* Your goal *
Scan the records for the string "compass" and state how many lines contain it, using the number alone.

Stored dataset items:
┌──

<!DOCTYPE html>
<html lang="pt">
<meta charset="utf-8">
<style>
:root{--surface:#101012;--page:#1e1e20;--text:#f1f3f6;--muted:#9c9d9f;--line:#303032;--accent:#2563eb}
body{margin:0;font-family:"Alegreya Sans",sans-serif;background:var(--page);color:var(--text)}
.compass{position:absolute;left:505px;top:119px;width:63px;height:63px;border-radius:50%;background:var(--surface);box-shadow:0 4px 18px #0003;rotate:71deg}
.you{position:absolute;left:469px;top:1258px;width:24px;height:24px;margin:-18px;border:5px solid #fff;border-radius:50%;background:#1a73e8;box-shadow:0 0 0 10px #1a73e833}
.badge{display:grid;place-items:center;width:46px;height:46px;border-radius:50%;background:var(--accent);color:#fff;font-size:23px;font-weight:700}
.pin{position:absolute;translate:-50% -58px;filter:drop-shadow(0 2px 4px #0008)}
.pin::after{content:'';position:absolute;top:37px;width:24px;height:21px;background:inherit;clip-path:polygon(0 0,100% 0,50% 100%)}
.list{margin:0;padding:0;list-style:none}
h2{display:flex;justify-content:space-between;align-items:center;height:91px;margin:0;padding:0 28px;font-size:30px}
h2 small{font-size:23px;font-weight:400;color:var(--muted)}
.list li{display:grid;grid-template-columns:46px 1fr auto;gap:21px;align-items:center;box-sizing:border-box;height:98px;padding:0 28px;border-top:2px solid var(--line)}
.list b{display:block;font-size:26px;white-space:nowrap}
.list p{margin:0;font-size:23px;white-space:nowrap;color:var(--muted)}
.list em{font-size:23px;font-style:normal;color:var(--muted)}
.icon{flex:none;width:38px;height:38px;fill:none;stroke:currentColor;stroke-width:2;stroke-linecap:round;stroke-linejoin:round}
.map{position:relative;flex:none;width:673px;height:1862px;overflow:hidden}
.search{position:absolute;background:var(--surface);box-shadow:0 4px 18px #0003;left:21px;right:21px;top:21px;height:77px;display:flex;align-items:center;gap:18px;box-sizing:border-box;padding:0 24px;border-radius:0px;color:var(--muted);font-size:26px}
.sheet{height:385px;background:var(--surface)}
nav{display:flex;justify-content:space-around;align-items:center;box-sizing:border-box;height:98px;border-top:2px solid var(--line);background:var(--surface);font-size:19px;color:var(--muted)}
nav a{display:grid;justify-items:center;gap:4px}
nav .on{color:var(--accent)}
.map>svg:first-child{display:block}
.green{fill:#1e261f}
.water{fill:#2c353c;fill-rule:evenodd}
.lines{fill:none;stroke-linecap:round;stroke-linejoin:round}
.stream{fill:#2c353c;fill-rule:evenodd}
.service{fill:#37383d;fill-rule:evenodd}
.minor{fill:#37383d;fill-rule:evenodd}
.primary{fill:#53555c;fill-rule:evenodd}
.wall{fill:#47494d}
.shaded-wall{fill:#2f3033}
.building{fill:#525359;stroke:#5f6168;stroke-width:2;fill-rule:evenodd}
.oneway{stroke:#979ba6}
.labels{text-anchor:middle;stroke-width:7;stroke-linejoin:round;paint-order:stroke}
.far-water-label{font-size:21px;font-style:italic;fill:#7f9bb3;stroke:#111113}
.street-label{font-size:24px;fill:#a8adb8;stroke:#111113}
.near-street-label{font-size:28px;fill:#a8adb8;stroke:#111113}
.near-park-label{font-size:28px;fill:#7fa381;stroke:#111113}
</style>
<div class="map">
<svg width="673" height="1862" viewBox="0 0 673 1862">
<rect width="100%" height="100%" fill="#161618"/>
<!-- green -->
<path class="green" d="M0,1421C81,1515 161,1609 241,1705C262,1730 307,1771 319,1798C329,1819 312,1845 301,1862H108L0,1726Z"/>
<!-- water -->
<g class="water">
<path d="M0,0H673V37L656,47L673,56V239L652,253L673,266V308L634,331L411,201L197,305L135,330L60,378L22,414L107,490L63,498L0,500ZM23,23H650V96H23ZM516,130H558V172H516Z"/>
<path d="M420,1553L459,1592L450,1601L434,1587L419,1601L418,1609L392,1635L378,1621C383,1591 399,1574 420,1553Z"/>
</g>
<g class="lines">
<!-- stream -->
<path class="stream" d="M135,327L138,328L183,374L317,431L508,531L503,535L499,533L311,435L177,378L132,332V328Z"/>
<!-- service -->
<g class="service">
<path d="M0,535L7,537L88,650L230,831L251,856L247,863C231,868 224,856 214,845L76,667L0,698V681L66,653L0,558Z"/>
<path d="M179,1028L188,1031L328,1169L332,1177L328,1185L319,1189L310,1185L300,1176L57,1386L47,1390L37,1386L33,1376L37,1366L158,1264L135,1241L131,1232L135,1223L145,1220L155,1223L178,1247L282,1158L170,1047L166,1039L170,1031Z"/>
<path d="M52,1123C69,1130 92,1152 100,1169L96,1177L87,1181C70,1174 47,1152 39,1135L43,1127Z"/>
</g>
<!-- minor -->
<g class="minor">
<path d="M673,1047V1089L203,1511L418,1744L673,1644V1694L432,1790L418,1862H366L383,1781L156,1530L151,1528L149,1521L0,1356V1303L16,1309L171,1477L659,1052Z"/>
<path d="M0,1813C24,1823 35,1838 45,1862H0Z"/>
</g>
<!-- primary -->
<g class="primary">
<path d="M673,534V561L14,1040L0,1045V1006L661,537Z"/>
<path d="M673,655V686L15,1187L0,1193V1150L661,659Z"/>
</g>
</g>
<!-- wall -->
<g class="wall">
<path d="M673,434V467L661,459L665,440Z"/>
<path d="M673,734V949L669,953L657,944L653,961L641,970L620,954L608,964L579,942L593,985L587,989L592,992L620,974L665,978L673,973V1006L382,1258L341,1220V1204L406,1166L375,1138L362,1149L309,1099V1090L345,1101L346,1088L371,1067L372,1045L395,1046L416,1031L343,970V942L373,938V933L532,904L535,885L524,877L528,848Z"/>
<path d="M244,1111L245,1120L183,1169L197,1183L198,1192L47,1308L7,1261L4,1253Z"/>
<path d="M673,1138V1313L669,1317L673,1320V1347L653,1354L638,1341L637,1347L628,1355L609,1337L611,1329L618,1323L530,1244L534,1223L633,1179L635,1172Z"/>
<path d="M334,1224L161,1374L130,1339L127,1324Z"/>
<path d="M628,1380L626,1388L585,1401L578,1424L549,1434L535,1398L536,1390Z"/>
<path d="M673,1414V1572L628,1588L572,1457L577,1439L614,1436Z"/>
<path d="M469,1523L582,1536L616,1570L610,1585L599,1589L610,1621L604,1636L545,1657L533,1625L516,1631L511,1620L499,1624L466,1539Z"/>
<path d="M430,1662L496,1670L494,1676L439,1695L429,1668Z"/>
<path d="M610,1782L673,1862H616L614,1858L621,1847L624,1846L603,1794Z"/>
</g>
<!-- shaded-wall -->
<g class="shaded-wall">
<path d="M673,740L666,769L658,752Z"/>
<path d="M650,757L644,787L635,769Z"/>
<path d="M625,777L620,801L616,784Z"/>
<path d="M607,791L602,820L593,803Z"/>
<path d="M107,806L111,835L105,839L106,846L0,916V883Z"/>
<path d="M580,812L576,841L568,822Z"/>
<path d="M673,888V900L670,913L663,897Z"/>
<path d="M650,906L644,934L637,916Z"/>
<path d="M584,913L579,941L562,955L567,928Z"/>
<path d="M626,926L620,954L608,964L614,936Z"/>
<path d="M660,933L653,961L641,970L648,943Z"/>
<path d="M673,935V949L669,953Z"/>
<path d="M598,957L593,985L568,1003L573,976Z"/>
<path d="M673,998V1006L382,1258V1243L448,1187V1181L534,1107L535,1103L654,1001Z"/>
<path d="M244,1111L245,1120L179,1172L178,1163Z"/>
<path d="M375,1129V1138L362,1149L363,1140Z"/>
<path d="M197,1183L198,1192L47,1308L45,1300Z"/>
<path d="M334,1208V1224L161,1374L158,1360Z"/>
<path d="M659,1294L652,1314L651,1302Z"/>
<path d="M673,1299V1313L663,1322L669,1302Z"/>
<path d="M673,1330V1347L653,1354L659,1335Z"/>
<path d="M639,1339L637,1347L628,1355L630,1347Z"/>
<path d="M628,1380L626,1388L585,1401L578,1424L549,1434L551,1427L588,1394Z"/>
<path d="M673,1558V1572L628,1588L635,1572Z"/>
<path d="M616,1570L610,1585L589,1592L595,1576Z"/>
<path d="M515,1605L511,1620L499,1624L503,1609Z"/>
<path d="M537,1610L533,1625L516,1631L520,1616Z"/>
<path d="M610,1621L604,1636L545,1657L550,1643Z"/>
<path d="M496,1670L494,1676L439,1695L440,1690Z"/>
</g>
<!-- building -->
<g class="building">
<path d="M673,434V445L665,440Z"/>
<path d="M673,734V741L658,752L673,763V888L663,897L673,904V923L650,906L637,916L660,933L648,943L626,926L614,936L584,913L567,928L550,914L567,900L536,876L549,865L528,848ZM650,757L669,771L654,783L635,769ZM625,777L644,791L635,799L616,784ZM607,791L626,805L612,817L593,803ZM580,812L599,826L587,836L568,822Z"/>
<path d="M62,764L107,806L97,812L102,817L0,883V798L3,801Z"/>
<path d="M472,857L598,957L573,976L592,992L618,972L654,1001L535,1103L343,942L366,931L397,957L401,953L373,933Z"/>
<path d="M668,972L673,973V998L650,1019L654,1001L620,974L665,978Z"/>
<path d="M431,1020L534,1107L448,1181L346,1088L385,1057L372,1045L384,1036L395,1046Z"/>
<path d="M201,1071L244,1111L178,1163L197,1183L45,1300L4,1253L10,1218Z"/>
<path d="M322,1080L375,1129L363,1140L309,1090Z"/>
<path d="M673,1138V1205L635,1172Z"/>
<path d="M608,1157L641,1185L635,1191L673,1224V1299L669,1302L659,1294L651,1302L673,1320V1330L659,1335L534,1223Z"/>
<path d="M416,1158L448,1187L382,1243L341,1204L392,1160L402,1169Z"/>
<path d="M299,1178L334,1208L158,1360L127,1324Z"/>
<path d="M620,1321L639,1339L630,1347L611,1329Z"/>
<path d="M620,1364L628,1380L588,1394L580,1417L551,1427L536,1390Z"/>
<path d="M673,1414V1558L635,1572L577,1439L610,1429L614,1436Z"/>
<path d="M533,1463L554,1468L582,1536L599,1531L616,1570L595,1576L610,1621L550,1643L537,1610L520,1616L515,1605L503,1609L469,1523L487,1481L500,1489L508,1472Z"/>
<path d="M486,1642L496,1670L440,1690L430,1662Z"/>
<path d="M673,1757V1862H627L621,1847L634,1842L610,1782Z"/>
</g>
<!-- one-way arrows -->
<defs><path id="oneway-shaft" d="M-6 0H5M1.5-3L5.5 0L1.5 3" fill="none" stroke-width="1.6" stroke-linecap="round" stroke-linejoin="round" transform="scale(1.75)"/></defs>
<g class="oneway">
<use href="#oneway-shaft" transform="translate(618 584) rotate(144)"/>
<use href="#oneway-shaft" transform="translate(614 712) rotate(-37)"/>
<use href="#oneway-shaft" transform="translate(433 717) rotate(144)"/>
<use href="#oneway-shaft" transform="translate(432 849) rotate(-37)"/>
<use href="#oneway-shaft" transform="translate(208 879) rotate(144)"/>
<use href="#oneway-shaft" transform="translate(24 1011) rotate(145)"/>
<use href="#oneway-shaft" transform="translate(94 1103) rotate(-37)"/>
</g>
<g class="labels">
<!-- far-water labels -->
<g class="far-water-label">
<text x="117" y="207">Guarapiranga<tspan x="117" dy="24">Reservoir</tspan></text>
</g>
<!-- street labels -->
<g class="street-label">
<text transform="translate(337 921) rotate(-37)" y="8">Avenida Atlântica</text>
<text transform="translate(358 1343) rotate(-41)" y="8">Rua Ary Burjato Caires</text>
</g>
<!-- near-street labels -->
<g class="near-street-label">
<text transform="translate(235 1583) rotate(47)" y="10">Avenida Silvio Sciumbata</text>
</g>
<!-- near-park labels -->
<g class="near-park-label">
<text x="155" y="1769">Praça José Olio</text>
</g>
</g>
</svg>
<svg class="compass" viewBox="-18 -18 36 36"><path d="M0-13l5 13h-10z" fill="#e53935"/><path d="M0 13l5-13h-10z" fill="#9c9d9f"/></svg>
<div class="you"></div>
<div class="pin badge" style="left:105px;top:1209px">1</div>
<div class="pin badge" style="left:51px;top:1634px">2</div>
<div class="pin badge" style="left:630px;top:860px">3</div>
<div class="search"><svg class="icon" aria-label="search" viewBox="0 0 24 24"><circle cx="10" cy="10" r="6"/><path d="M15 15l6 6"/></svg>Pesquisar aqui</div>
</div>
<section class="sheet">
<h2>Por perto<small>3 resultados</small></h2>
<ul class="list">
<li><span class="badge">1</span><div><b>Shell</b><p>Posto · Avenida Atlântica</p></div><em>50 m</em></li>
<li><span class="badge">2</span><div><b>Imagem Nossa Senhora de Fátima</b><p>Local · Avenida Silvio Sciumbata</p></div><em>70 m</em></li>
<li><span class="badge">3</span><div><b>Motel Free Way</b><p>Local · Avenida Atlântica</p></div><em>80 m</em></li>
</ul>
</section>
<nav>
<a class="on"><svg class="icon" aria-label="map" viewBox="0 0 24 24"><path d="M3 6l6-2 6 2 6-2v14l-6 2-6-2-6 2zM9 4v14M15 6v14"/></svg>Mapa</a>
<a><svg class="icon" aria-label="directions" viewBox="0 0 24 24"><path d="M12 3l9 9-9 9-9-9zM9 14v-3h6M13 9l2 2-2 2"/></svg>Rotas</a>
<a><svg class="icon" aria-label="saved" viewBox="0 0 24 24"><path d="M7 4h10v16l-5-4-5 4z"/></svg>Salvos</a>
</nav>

└──

* Problem solution *
2